Thousands of people across the US, Australia, Canada, France, Germany, Hong Kong, Japan, Singapore and the UK have started lining up for Apple's iPhone 5. The queues, with some people camping out for days, mark the beginning of Apple's latest global rollout. After more than two million pre-orders within the first 24 hours of availability and record breaking AT&T sales, the iPhone 5 has continued a trend of consumer excitement for Cupertino's smartphone.

Year on year, countless numbers of Apple fans queue for hours at a time — often in the dark — to be one of the first to experience the latest must have gadget. This year is no different, despite a controversial Maps change in iOS 6 and a underlying feeling that the iPhone 5 could be a little boring. Moderate Wall Street predictions see Apple shifting five or six million iPhone 5's this weekend, while others say the company could sell 10 million by the end of the month — either way, it's likely to be the most successful iPhone launch yet.

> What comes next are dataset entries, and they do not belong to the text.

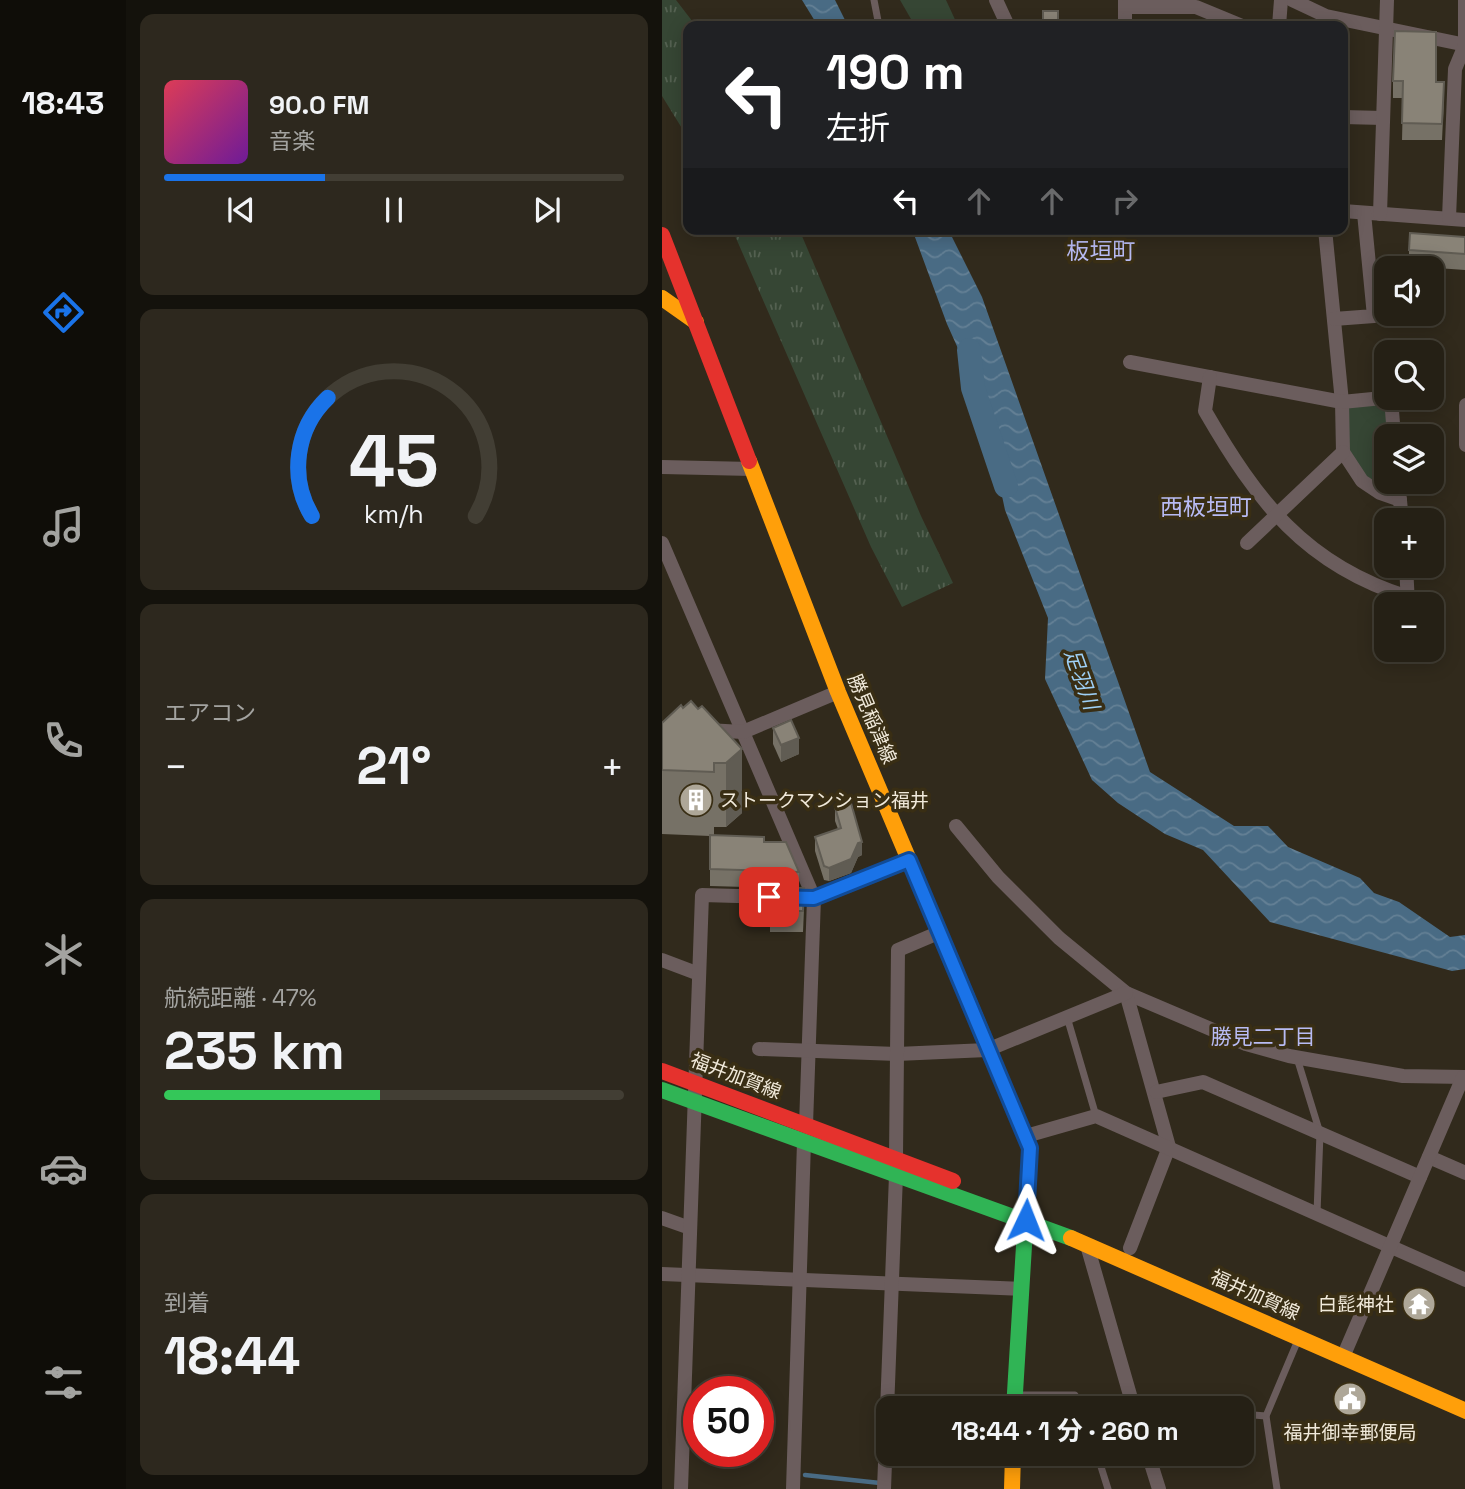 <!DOCTYPE html>
<html lang="ja">
<meta charset="utf-8">
<style>
body{margin:0;font-family:"Space Grotesk","Noto Sans JP",sans-serif;background:#2d281e;color:#f1f3f6;height:100vh;display:flex;flex-direction:column;font-size:26px;white-space:nowrap}
*{box-sizing:border-box;margin:0}
p{font-size:23px;color:#a3a3a0}
.icon{flex:none;width:38px;height:38px;fill:none;stroke:currentColor;stroke-width:2;stroke-linecap:round;stroke-linejoin:round}
.map{position:relative;flex:1;overflow:hidden}
.side{display:flex;flex-direction:column;gap:14px;padding:14px;background:#14120c;width:536px}
.side>*{flex:none}
.hud{position:absolute;left:21px;top:21px;width:665px;height:214px;border-radius:14px;box-shadow:0 4px 18px #0003,0 0 0 2px #423e34;background:#202124;color:#fff;overflow:hidden}
.fabs{position:absolute;left:712px;top:256px;display:grid;gap:14px}
.fabs a{display:grid;place-items:center;width:70px;height:70px;border-radius:14px;background:#252015;box-shadow:0 4px 18px #0003,0 0 0 2px #423e34;font-size:35px}
.speed{position:absolute;left:21px;top:1376px;display:flex;gap:14px;font-size:35px;font-weight:700;text-align:center}
.speed>*{display:grid;place-content:center;width:91px;height:91px;border-radius:50%;background:#252015;box-shadow:0 4px 18px #0003,0 0 0 2px #423e34;line-height:1}
.speed .limit{border:10px solid #d22;background:#fff;color:#111}
.pin{position:absolute;display:grid;place-items:center;width:60px;height:60px;color:#fff;margin:-30px;border-radius:14px;box-shadow:0 4px 10px #0006}
.me{position:absolute;width:77px;margin:-38px;rotate:2deg;stroke-linejoin:round;filter:drop-shadow(0 0 5px #0008)}
.turn{display:flex;align-items:center;gap:24px;height:147px;padding:0 28px;font-size:32px}
.turn .icon{width:91px;height:91px;stroke-width:2.5}
.turn b{display:block;font-size:49px;line-height:60px}
.lanes{display:flex;align-items:center;height:66px;padding:0 28px;background:#0003;justify-content:center;gap:35px;direction:ltr}
.lanes .off{opacity:.35}
.big{font-size:52px;font-weight:700;line-height:1.1}
.side .tile{flex:1;display:flex;flex-direction:column;justify-content:center;gap:10px;min-width:0;padding:0 24px;border-radius:14px;background:#2d281e}
.side .dial{align-items:center;gap:0}
.dial svg{height:182px;overflow:visible;fill:none;stroke:#423e34;stroke-width:7;stroke-linecap:round;text-anchor:middle}
.dial text{fill:#f1f3f6;stroke:none}
.song{display:flex;align-items:center;gap:21px}
.cover{width:84px;height:84px;border-radius:10px;background:linear-gradient(135deg,hsl(350 70% 55%),hsl(280 70% 35%))}
.played{height:7px;border-radius:4px;background:linear-gradient(90deg,#1a73e8 35%,#423e34 35%)}
.keys{display:flex;justify-content:space-around;direction:ltr}
.heat{display:flex;justify-content:space-between;align-items:center;font-size:38px;direction:ltr}
.charge{height:10px;border-radius:5px;background:linear-gradient(90deg,#34c759 47%,#423e34 0)}
.trip{position:absolute;left:214px;top:1396px;width:378px;height:70px;border-radius:14px;background:#252015;box-shadow:0 4px 18px #0003,0 0 0 2px #423e34;font-weight:700;line-height:70px;text-align:center}
main{display:flex;flex:1;min-height:0}
.tab-bar{display:flex;flex-direction:column;width:126px;justify-content:space-around;align-items:center;background:#0f0d08;color:#a3a3a0}
.tab-bar .icon{width:49px;height:49px}
.tab-bar .active{color:#1a73e8}
.tab-bar b{font-size:32px;color:#f1f3f6}
.map>svg:first-child{display:block}
.grass{fill:url(#grass-tufts)}
.green{fill:#364634}
.water{fill:url(#water-waves)}
.lines{fill:none;stroke-linecap:round;stroke-linejoin:round}
.stream{stroke:#496b84;stroke-width:4.5}
.river{stroke:#496b84;stroke-width:24}
.lane{stroke:#6b5d5d;stroke-width:7}
.street{stroke:#6b5d5d;stroke-width:14}
.fast{stroke:#30b455;stroke-width:16}
.slow{stroke:#ff9f0a;stroke-width:16}
.jam{stroke:#e5322d;stroke-width:16}
.wall{fill:#767166}
.shaded-wall{fill:#605c53}
.building{fill:#898377;stroke:#605c53;stroke-width:2}
.route-casing{stroke:#114b97;stroke-width:18}
.route{stroke:#1a73e8;stroke-width:12}
.labels{text-anchor:middle;dominant-baseline:central;stroke-width:7;stroke-linejoin:round;paint-order:stroke}
.street-label{font-size:19px;fill:#f1eadb;stroke:#392e14}
.poi-label{font-size:19px;fill:#f1eadb;stroke:#392e14;text-anchor:start}
.water-label{font-size:21px;font-style:italic;fill:#9ed0f6;stroke:#392e14}
.neighbourhood-label{font-size:21px;fill:#b8bbf3;stroke:#392e14}
.quarter-label{font-size:23px;fill:#b8bbf3;stroke:#392e14}
</style>
<main>
<nav class="tab-bar">
<b>18:43</b>
<svg class="icon active" aria-label="directions" viewBox="0 0 24 24"><path d="M12 3l9 9-9 9-9-9zM9 14v-3h6M13 9l2 2-2 2"/></svg>
<svg class="icon" aria-label="music" viewBox="0 0 24 24"><path d="M9 18V5l10-2v13"/><circle cx="6" cy="18" r="3"/><circle cx="16" cy="16" r="3"/></svg>
<svg class="icon" aria-label="phone" viewBox="0 0 24 24"><path d="M5 4h4l2 5-3 2q2 4 5 5l2-3 5 2v4C11 20 4 13 5 4z"/></svg>
<svg class="icon" aria-label="climate" viewBox="0 0 24 24"><path d="M12 3v18M4 7l16 10M4 17L20 7"/></svg>
<svg class="icon" aria-label="car" viewBox="0 0 24 24"><path d="M5 17H2v-5l4-1 3-4h7l3 4 3 1v5h-3M9 17h6M6 11h13"/><circle cx="7" cy="17" r="2"/><circle cx="17" cy="17" r="2"/></svg>
<svg class="icon" aria-label="filters" viewBox="0 0 24 24"><path d="M4 7h16M4 17h16"/><circle cx="9" cy="7" r="2"/><circle cx="15" cy="17" r="2"/></svg>
</nav>
<section class="side">
<div class="tile">
<div class="song"><i class="cover"></i><div><b>90.0 FM</b><p>音楽</p></div></div>
<div class="played"></div>
<div class="keys"><svg class="icon" aria-label="previous" viewBox="0 0 24 24"><path d="M18 5L8 12l10 7zM5 5v14"/></svg><svg class="icon" aria-label="pause" viewBox="0 0 24 24"><path d="M8 5v14M16 5v14"/></svg><svg class="icon" aria-label="next" viewBox="0 0 24 24"><path d="M6 5l10 7-10 7zM19 5v14"/></svg></div>
</div>
<div class="tile dial"><svg viewBox="0 0 100 80">
<path d="M14 69A42 42 0 1 1 86 69"/>
<path d="M14 69A42 42 0 0 1 21 17" stroke="#1a73e8"/>
<text x="50" y="56" font-size="32" font-weight="700">45</text>
<text x="50" y="72" font-size="11">km/h</text>
</svg></div>
<div class="tile"><p>エアコン</p>
<div class="heat"><a>−</a><b class="big">21°</b><a>+</a></div>
</div>
<div class="tile"><p>航続距離 · 47%</p><b class="big">235 km</b><div class="charge"></div></div>
<div class="tile"><p>到着</p><b class="big">18:44</b></div>
</section>
<div class="map">
<svg width="804" height="1489" viewBox="0 0 804 1489">
<defs>
<pattern id="grass-tufts" width="24" height="20" patternUnits="userSpaceOnUse" patternTransform="scale(1.75)"><rect width="24" height="20" fill="#364634"/><path d="M3 7l-1-3M5 7V3M7 7l1-3M15 17l-1-3M17 17v-4M19 17l1-3" fill="none" stroke="#546151"/></pattern>
<pattern id="water-waves" width="16" height="10" patternUnits="userSpaceOnUse" patternTransform="scale(1.75)"><rect width="16" height="10" fill="#496b84"/><path d="M0 5q4-4 8 0t8 0" fill="none" stroke="#648095"/></pattern>
</defs>
<rect width="100%" height="100%" fill="#312a1c"/>
<g class="grass">
<polygon points="0,0 14,0 34,26 26,26 26,138 0,96"/>
<polygon points="70,229 137,229 259,516 291,583 240,607 209,547"/>
</g>
<g class="green">
<polygon points="238,0 284,0 296,26 253,26"/>
<polygon points="726,402 729,436 724,436 724,481 733,481 734,493 714,488 685,452 685,404"/>
</g>
<g class="water">
<polygon points="140,0 173,0 186,26 156,26"/>
<polygon points="250,229 286,229 320,297 488,772 572,826 606,826 626,847 698,878 712,893 737,902 788,937 803,935 803,969 790,971 608,922 541,850 503,834 456,803 430,780 383,679 386,618 343,510 320,402 285,324"/>
</g>
<g class="lines">
<polyline class="stream" points="143,1475 218,1483"/>
<polyline class="river" points="307,350 311,388 344,486"/>
<g class="lane">
<polyline points="212,0 217,26"/>
<polyline points="405,1017 434,1116"/>
<polyline points="635,1058 658,1133 655,1213"/>
<polyline points="356,1395 413,1395 420,1409"/>
<polyline points="470,1401 535,1409"/>
<polyline points="579,1414 604,1416"/>
<polyline points="435,1454 446,1489"/>
<polyline points="615,1489 604,1416 636,1340"/>
</g>
<g class="street">
<polyline points="334,0 346,26"/>
<polyline points="463,0 463,26"/>
<polyline points="630,0 664,16 804,45"/>
<polyline points="463,7 534,7 580,26"/>
<polyline points="617,26 619,0"/>
<polyline points="681,117 721,118"/>
<polyline points="681,211 804,220"/>
<polyline points="718,214 725,0"/>
<polyline points="787,218 793,69 803,45 803,0"/>
<polyline points="663,229 680,402 681,452 700,481 718,493 738,500"/>
<polyline points="672,319 712,316 702,213"/>
<polyline points="468,362 680,402 731,397"/>
<path d="M548,377L543,411C595,501 643,565 746,597"/>
<polyline points="729,398 732,436"/>
<polyline points="804,405 804,445"/>
<polyline points="0,467 90,469"/>
<polyline points="736,481 740,520"/>
<polyline points="0,543 152,898 144,1125"/>
<polyline points="585,543 681,452"/>
<polyline points="744,565 746,604"/>
<polyline points="45,730 81,732 176,692"/>
<polyline points="294,826 336,877 397,938 464,993 584,1044 627,1056 741,1076 804,1077"/>
<polyline points="0,960 37,974"/>
<polyline points="464,993 507,1147 468,1248"/>
<polyline points="97,1049 235,1054 325,1050 464,993"/>
<polyline points="494,1092 541,1082 758,1177"/>
<polyline points="364,1136 434,1116 804,1280"/>
<polyline points="234,1157 236,950 276,933"/>
<polyline points="767,1157 804,1173"/>
<polyline points="0,1218 28,1228"/>
<polyline points="425,1245 472,1409"/>
<polyline points="0,1274 360,1289"/>
<polyline points="681,1357 801,1077"/>
<polyline points="486,1454 497,1489"/>
<polyline points="19,1489 40,895 152,898 246,860"/>
<polyline points="131,1489 142,1142"/>
<polyline points="222,1489 234,1175"/>
</g>
<g class="fast">
<polyline points="313,1016 368,1148 352,1409"/>
<polyline points="0,1090 409,1238"/>
</g>
<g class="slow">
<polyline points="0,298 34,322"/>
<polyline points="87,461 176,692 313,1016"/>
<polyline points="409,1238 804,1411"/>
<polyline points="350,1489 351,1454"/>
</g>
<g class="jam">
<polyline points="0,235 87,461"/>
<polyline points="0,1071 291,1181"/>
</g>
</g>
<g class="wall">
<polygon points="731,81 774,82 782,98 780,140 740,140 741,98 731,98"/>
<polygon points="803,237 803,270 747,266 747,250"/>
<polygon points="21,708 36,709 80,749 80,813 64,827 52,827 52,835 102,842 137,872 137,888 142,909 141,932 108,932 108,888 126,888 48,886 48,836 0,834 0,723"/>
<polygon points="111,728 137,754 119,762 111,744"/>
<polygon points="173,807 200,855 196,857 189,873 167,881 162,880 153,851 153,837 176,829 173,821"/>
</g>
<g class="shaded-wall">
<polygon points="137,738 137,754 119,762 119,745"/>
<polygon points="80,749 80,813 64,827 64,763"/>
<polygon points="200,842 200,855 196,857 189,873 167,881 167,868 196,843"/>
</g>
<g class="building">
<polygon points="381,11 396,11 396,20 423,20 423,26 381,26"/>
<polygon points="733,31 774,32 774,82 782,82 780,124 740,123 741,81 731,81"/>
<polygon points="748,233 803,237 803,254 747,250"/>
<polygon points="29,701 36,709 40,706 80,749 64,763 52,763 52,772 0,770 0,723 19,705 21,708"/>
<polygon points="129,720 137,738 119,745 111,728"/>
<polygon points="189,803 200,842 196,843 189,859 167,868 162,866 153,837 179,828 173,807"/>
<polygon points="48,835 102,837 102,842 124,842 137,872 48,869"/>
<polygon points="108,888 142,888 141,911 108,911"/>
</g>
<g class="lines">
<defs>
<polyline id="route" points="107,897 152,898 247,860 368,1148 364,1220"/>
</defs>
<use href="#route" class="route-casing"/>
<use href="#route" class="route"/>
</g>
<defs>
<symbol id="building-disc" viewBox="-11 -11 22 22"><circle r="9.5" fill="#aea798" stroke="#392e14"/><path d="M-4-6H4V6H1V3H-1V6H-4ZM-2.5-4.3h1.7v1.8h-1.7ZM.8-4.3h1.7v1.8H.8ZM-2.5-1h1.7V.8h-1.7ZM.8-1h1.7V.8H.8Z" fill="#fff"/></symbol>
<symbol id="temple-disc" viewBox="-11 -11 22 22"><circle r="9.5" fill="#aea798" stroke="#392e14"/><path d="M0-6L5-2H3V0L6.5 2.5H4V6H1.5V3h-3V6H-4V2.5H-6.5L-3 0V-2H-5Z" fill="#fff"/></symbol>
<symbol id="civic-disc" viewBox="-11 -11 22 22"><circle r="9.5" fill="#aea798" stroke="#392e14"/><path d="M-.6-6.5H3V-4.5H.6V-3L4-1V1h2V6H-6V1h2V-1L-.6-3ZM-1.2 2.5V6h2.4V2.5Z" fill="#fff"/></symbol>
</defs>
<g fill-rule="evenodd">
<use href="#building-disc" x="15" y="781" width="38" height="38"/>
<use href="#temple-disc" x="738" y="1285" width="38" height="38"/>
<use href="#civic-disc" x="669" y="1380" width="38" height="38"/>
</g>
<g class="labels">
<g class="street-label">
<text transform="translate(210 719) rotate(67)">勝見稲津線</text>
<text transform="translate(74 1076) rotate(21)">福井加賀線</text>
<text transform="translate(593 1295) rotate(24)">福井加賀線</text>
</g>
<g class="poi-label">
<text x="58" y="800">ストークマンション福井</text>
<text x="732" y="1304" text-anchor="end">白髭神社</text>
<text x="688" y="1432" text-anchor="middle">福井御幸郵便局</text>
</g>
<g class="water-label">
<text transform="translate(420 679) rotate(70)">足羽川</text>
</g>
<g class="neighbourhood-label">
<text x="601" y="1036">勝見二丁目</text>
</g>
<g class="quarter-label">
<text x="439" y="251">板垣町</text>
<text x="544" y="507">西板垣町</text>
</g>
</g>
</svg>
<div class="fabs">
<a><svg class="icon" aria-label="sound" viewBox="0 0 24 24"><path d="M4 9h4l5-4v14l-5-4H4zM17 9q2 3 0 6"/></svg></a>
<a><svg class="icon" aria-label="search" viewBox="0 0 24 24"><circle cx="10" cy="10" r="6"/><path d="M15 15l6 6"/></svg></a>
<a><svg class="icon" aria-label="layers" viewBox="0 0 24 24"><path d="M12 4l9 5-9 5-9-5zM3 14l9 5 9-5"/></svg></a>
<a>+</a>
<a>−</a>
</div>
<div class="speed"><div class="limit">50</div></div>
<div class="pin" style="left:107px;top:897px;background:#d93025"><svg class="icon" aria-label="arrive" viewBox="0 0 24 24"><path d="M6 21V4h12l-3 4 3 4H6"/></svg></div>
<svg class="me" style="left:364px;top:1220px" viewBox="-20 -20 40 40"><path d="M0-17L14 15 0 8-14 15z" fill="#1a73e8" stroke="#fff" stroke-width="4"/></svg>
<div class="trip">18:44 · 1 分 · 260 m</div>
<div class="hud">
<div class="turn"><svg class="icon" aria-label="left" viewBox="0 0 24 24"><path d="M17 20v-9H6M10 6l-5 5 5 5"/></svg><div><b>190 m</b>左折</div></div>
<div class="lanes"><svg class="icon" aria-label="left" viewBox="0 0 24 24"><path d="M17 20v-9H6M10 6l-5 5 5 5"/></svg><svg class="icon off" aria-label="ahead" viewBox="0 0 24 24"><path d="M12 20V5M6 11l6-6 6 6"/></svg><svg class="icon off" aria-label="ahead" viewBox="0 0 24 24"><path d="M12 20V5M6 11l6-6 6 6"/></svg><svg class="icon off" aria-label="right" viewBox="0 0 24 24"><path d="M7 20v-9h11M14 6l5 5-5 5"/></svg></div>
</div>
</div>
</main>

Queues have begun and The Verge readers have been tweeting us pictures of lines around the world, from Birmingham in the UK, to Penrith in Australia, and Germany. The queues for Apple's iPhone are a truly global phenomenon not witnessed regularly by other rival products, and ones that involve thousands of people. If there's a takeaway from today's launch events, it's that Apple's iPhone will continue to sell in the millions until a rival smartphone can generate this type of spectacle on a global scale. That's not going to be easy for another company to establish.